Your copy should contain exactly the lines from the start of the listing through the line that holds "Input: one rendered", and no pictures.

####

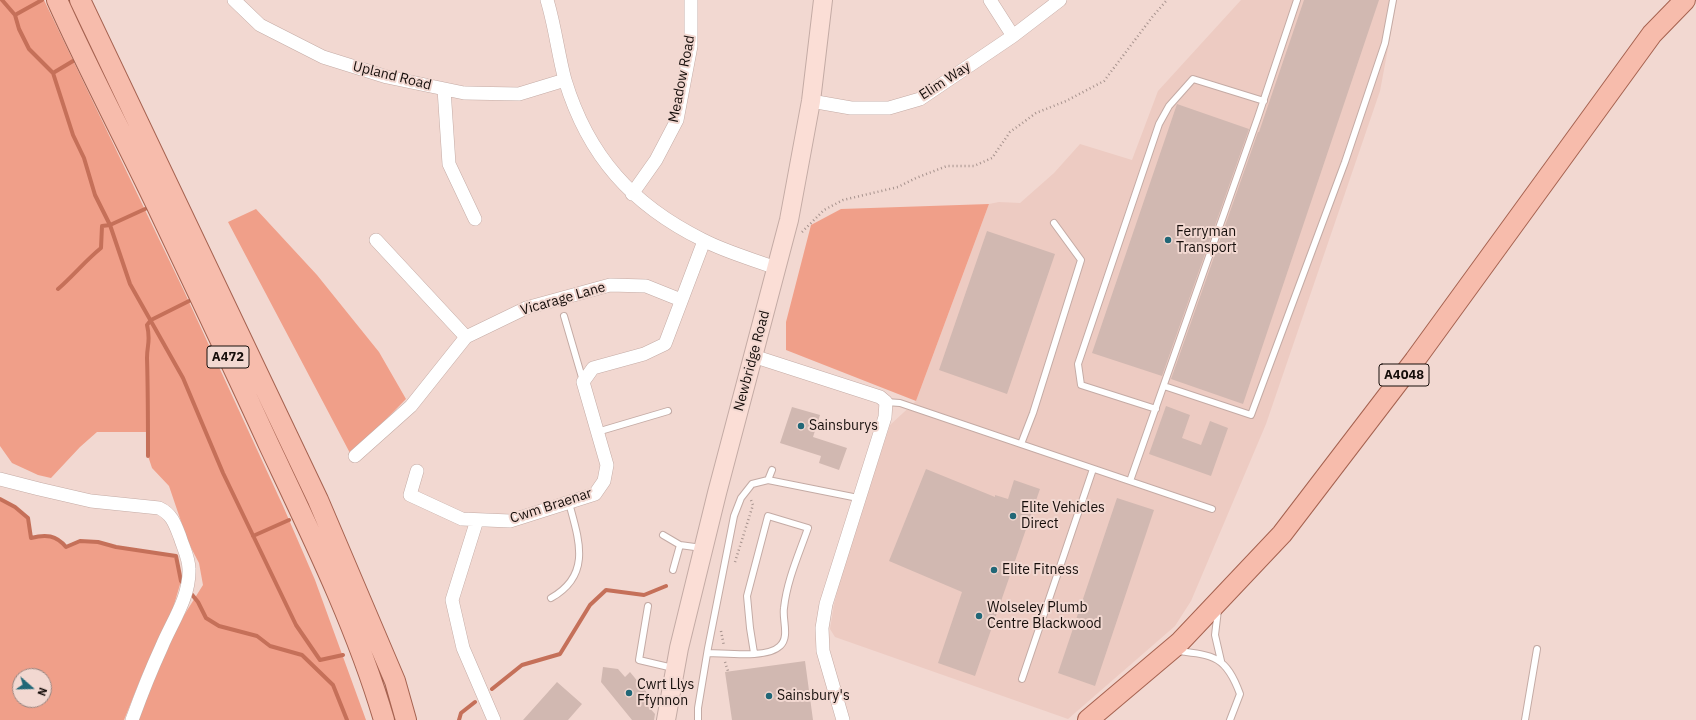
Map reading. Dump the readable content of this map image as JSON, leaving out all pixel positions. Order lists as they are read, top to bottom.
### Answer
{
  "streets": {
    "main road": ["A472", "Newbridge Road", "A4048"],
    "street": [
      "Upland Road",
      "Meadow Road",
      "Elim Way",
      "Vicarage Lane",
      "Cwm Braenar"
    ]
  },
  "crossings": [
    ["Elim Way", "Newbridge Road"]
  ],
  "places": [
    "Ferryman Transport",
    "Sainsburys",
    "Elite Vehicles Direct",
    "Elite Fitness",
    "Wolseley Plumb Centre Blackwood",
    "Cwrt Llys Ffynnon",
    "Sainsbury's"
  ],
  "north": "right"
}
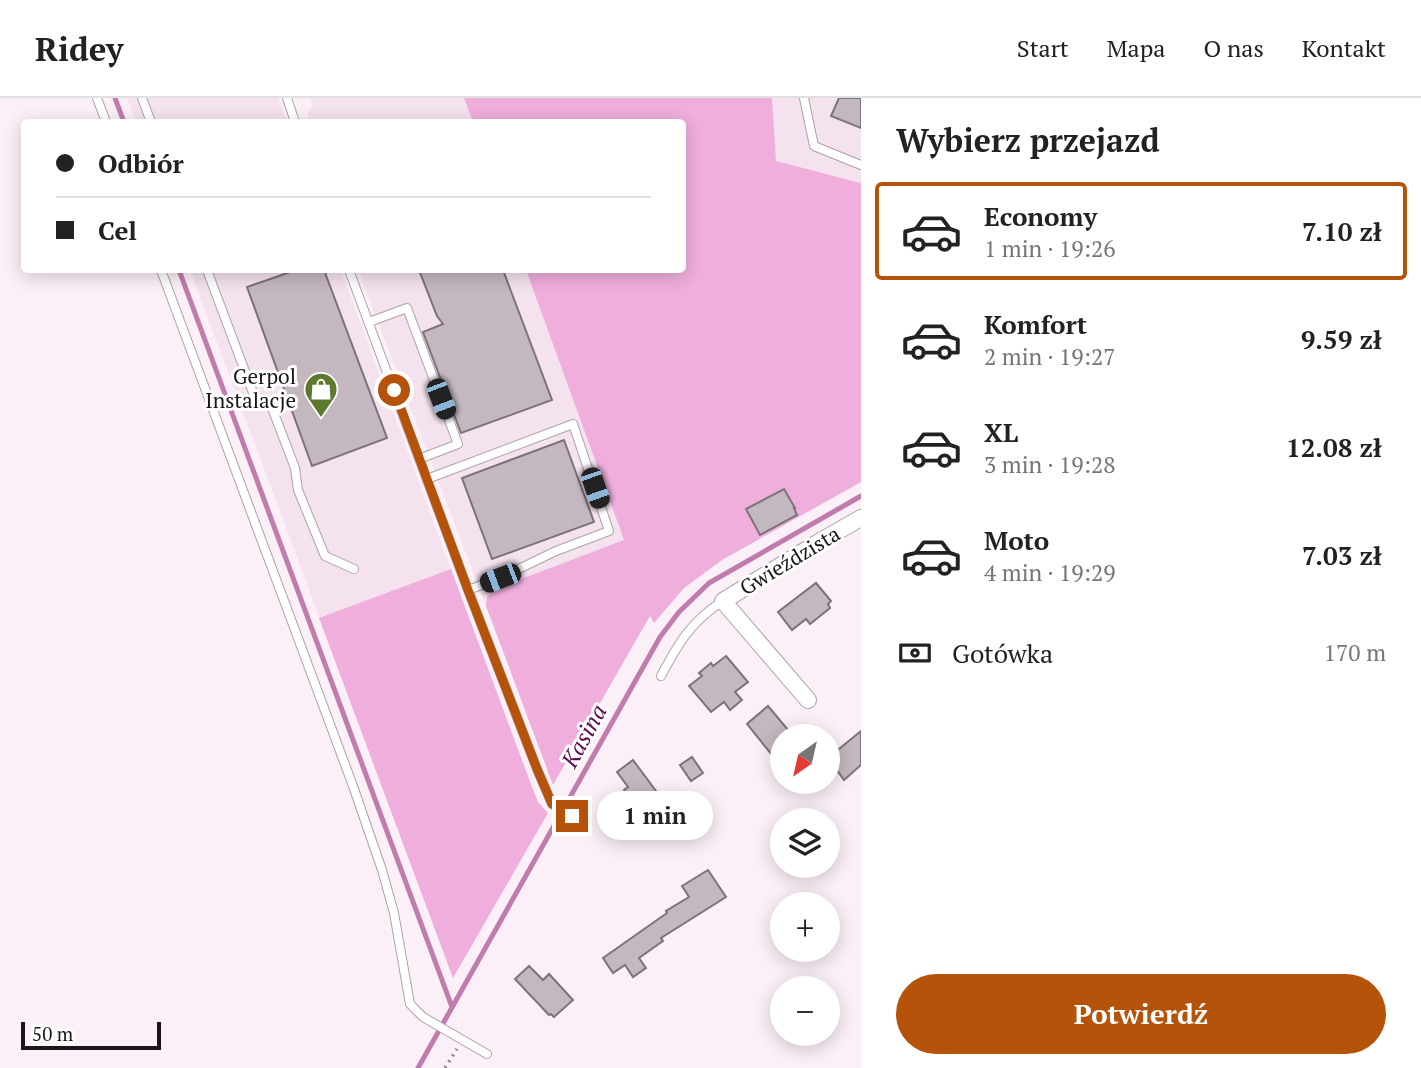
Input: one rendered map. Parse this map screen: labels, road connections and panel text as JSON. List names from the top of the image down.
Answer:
{
  "streets": {
    "street": ["Gwieździsta"]
  },
  "water": ["Kasina"],
  "places": {
    "shop": ["Gerpol Instalacje"]
  },
  "scale_bar": "50 m",
  "north": "bottom left",
  "page": {
    "header": "Ridey",
    "nav": [
      "Start",
      "Mapa",
      "O nas",
      "Kontakt"
    ],
    "heading": "Wybierz przejazd",
    "banner": ["Odbiór", "Cel"],
    "list": [
      {
        "name": "Economy",
        "note": "1 min · 19:26",
        "value": "7.10 zł"
      },
      {
        "name": "Komfort",
        "note": "2 min · 19:27",
        "value": "9.59 zł"
      },
      {
        "name": "XL",
        "note": "3 min · 19:28",
        "value": "12.08 zł"
      },
      {
        "name": "Moto",
        "note": "4 min · 19:29",
        "value": "7.03 zł"
      }
    ],
    "pay": ["Gotówka", "170 m"],
    "map_buttons": ["+", "−"],
    "bubble": "1 min",
    "buttons": "Potwierdź",
    "scale": "50 m"
  }
}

####

_Answer for the task_.
Map reading. Dump the readable content of this map image as JSON, leaving out all pixel positions. Order lists as they are read, top to bottom.
### Answer
{
  "streets": {
    "main road": ["A472", "Newbridge Road", "A4048"],
    "street": [
      "Upland Road",
      "Meadow Road",
      "Elim Way",
      "Vicarage Lane",
      "Cwm Braenar"
    ]
  },
  "crossings": [
    ["Elim Way", "Newbridge Road"]
  ],
  "places": [
    "Ferryman Transport",
    "Sainsburys",
    "Elite Vehicles Direct",
    "Elite Fitness",
    "Wolseley Plumb Centre Blackwood",
    "Cwrt Llys Ffynnon",
    "Sainsbury's"
  ],
  "north": "right"
}
Input: one rendered map. Parse this map screen: labels, road connections and panel text as JSON. List names from the top of the image down.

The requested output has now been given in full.